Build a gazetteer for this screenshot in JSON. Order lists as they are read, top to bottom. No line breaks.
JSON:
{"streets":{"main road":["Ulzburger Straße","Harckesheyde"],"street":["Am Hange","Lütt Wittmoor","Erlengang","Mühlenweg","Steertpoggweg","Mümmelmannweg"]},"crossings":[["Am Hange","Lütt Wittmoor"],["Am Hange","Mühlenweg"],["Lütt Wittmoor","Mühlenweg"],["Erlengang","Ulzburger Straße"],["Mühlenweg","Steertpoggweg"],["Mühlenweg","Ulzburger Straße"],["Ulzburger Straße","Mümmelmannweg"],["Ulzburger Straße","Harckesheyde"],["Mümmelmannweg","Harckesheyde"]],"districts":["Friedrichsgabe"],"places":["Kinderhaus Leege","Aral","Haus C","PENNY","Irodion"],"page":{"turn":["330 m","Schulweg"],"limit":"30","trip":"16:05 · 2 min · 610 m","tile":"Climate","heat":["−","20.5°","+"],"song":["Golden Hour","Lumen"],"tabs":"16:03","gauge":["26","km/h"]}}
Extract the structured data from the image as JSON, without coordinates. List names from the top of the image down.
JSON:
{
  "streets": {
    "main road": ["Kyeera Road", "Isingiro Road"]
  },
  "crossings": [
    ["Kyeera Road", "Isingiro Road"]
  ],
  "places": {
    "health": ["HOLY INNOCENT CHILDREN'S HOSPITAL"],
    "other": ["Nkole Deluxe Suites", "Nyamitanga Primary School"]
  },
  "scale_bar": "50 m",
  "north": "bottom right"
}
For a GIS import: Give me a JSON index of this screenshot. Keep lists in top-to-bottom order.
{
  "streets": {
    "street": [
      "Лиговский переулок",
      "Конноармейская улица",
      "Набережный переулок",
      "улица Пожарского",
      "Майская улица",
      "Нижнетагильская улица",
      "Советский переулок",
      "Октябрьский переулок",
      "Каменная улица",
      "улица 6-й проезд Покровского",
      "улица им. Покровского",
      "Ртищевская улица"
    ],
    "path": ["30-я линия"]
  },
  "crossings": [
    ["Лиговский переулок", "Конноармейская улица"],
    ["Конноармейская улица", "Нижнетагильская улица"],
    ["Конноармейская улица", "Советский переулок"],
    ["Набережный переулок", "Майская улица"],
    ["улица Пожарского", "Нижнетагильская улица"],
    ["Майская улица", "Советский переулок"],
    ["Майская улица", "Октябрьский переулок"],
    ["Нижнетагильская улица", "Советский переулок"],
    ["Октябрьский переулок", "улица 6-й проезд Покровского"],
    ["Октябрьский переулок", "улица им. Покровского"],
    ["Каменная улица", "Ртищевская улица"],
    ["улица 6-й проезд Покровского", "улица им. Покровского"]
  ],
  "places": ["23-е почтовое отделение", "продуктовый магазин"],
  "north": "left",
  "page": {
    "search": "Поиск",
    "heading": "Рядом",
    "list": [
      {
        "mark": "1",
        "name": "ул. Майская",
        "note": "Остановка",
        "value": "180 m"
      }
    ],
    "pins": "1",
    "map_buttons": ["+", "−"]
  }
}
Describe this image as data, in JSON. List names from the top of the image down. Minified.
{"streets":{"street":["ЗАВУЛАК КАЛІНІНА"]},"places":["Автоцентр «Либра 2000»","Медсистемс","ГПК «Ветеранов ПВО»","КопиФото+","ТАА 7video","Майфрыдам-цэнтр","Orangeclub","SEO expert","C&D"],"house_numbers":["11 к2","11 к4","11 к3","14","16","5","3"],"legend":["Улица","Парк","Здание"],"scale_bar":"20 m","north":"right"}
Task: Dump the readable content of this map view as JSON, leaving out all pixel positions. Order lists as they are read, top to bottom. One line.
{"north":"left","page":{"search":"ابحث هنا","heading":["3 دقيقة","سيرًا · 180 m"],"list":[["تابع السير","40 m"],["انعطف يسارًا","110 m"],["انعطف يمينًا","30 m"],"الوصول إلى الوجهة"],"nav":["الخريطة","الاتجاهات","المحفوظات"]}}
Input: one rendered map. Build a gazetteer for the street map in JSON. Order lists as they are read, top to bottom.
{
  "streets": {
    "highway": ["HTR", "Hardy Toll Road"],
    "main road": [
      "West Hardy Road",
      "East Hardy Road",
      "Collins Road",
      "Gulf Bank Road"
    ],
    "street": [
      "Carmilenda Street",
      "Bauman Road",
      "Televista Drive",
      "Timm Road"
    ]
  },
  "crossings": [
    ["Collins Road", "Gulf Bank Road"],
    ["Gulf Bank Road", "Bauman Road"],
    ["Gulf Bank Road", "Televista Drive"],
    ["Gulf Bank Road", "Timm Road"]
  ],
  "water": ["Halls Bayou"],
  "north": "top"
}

★ ★ ★

PROBLEM DETAILS
Exactly as shown above, return all of the entries.

RESPONSE BELOW
Build a gazetteer for this screenshot in JSON. Order lists as they are read, top to bottom. No line breaks.
JSON:
{"streets":{"main road":["Ulzburger Straße","Harckesheyde"],"street":["Am Hange","Lütt Wittmoor","Erlengang","Mühlenweg","Steertpoggweg","Mümmelmannweg"]},"crossings":[["Am Hange","Lütt Wittmoor"],["Am Hange","Mühlenweg"],["Lütt Wittmoor","Mühlenweg"],["Erlengang","Ulzburger Straße"],["Mühlenweg","Steertpoggweg"],["Mühlenweg","Ulzburger Straße"],["Ulzburger Straße","Mümmelmannweg"],["Ulzburger Straße","Harckesheyde"],["Mümmelmannweg","Harckesheyde"]],"districts":["Friedrichsgabe"],"places":["Kinderhaus Leege","Aral","Haus C","PENNY","Irodion"],"page":{"turn":["330 m","Schulweg"],"limit":"30","trip":"16:05 · 2 min · 610 m","tile":"Climate","heat":["−","20.5°","+"],"song":["Golden Hour","Lumen"],"tabs":"16:03","gauge":["26","km/h"]}}
Extract the structured data from the image as JSON, without coordinates. List names from the top of the image down.
JSON:
{
  "streets": {
    "main road": ["Kyeera Road", "Isingiro Road"]
  },
  "crossings": [
    ["Kyeera Road", "Isingiro Road"]
  ],
  "places": {
    "health": ["HOLY INNOCENT CHILDREN'S HOSPITAL"],
    "other": ["Nkole Deluxe Suites", "Nyamitanga Primary School"]
  },
  "scale_bar": "50 m",
  "north": "bottom right"
}
For a GIS import: Give me a JSON index of this screenshot. Keep lists in top-to-bottom order.
{
  "streets": {
    "street": [
      "Лиговский переулок",
      "Конноармейская улица",
      "Набережный переулок",
      "улица Пожарского",
      "Майская улица",
      "Нижнетагильская улица",
      "Советский переулок",
      "Октябрьский переулок",
      "Каменная улица",
      "улица 6-й проезд Покровского",
      "улица им. Покровского",
      "Ртищевская улица"
    ],
    "path": ["30-я линия"]
  },
  "crossings": [
    ["Лиговский переулок", "Конноармейская улица"],
    ["Конноармейская улица", "Нижнетагильская улица"],
    ["Конноармейская улица", "Советский переулок"],
    ["Набережный переулок", "Майская улица"],
    ["улица Пожарского", "Нижнетагильская улица"],
    ["Майская улица", "Советский переулок"],
    ["Майская улица", "Октябрьский переулок"],
    ["Нижнетагильская улица", "Советский переулок"],
    ["Октябрьский переулок", "улица 6-й проезд Покровского"],
    ["Октябрьский переулок", "улица им. Покровского"],
    ["Каменная улица", "Ртищевская улица"],
    ["улица 6-й проезд Покровского", "улица им. Покровского"]
  ],
  "places": ["23-е почтовое отделение", "продуктовый магазин"],
  "north": "left",
  "page": {
    "search": "Поиск",
    "heading": "Рядом",
    "list": [
      {
        "mark": "1",
        "name": "ул. Майская",
        "note": "Остановка",
        "value": "180 m"
      }
    ],
    "pins": "1",
    "map_buttons": ["+", "−"]
  }
}
Describe this image as data, in JSON. List names from the top of the image down. Minified.
{"streets":{"street":["ЗАВУЛАК КАЛІНІНА"]},"places":["Автоцентр «Либра 2000»","Медсистемс","ГПК «Ветеранов ПВО»","КопиФото+","ТАА 7video","Майфрыдам-цэнтр","Orangeclub","SEO expert","C&D"],"house_numbers":["11 к2","11 к4","11 к3","14","16","5","3"],"legend":["Улица","Парк","Здание"],"scale_bar":"20 m","north":"right"}
Task: Dump the readable content of this map view as JSON, leaving out all pixel positions. Order lists as they are read, top to bottom. One line.
{"north":"left","page":{"search":"ابحث هنا","heading":["3 دقيقة","سيرًا · 180 m"],"list":[["تابع السير","40 m"],["انعطف يسارًا","110 m"],["انعطف يمينًا","30 m"],"الوصول إلى الوجهة"],"nav":["الخريطة","الاتجاهات","المحفوظات"]}}
Input: one rendered map. Build a gazetteer for the street map in JSON. Order lists as they are read, top to bottom.
{
  "streets": {
    "highway": ["HTR", "Hardy Toll Road"],
    "main road": [
      "West Hardy Road",
      "East Hardy Road",
      "Collins Road",
      "Gulf Bank Road"
    ],
    "street": [
      "Carmilenda Street",
      "Bauman Road",
      "Televista Drive",
      "Timm Road"
    ]
  },
  "crossings": [
    ["Collins Road", "Gulf Bank Road"],
    ["Gulf Bank Road", "Bauman Road"],
    ["Gulf Bank Road", "Televista Drive"],
    ["Gulf Bank Road", "Timm Road"]
  ],
  "water": ["Halls Bayou"],
  "north": "top"
}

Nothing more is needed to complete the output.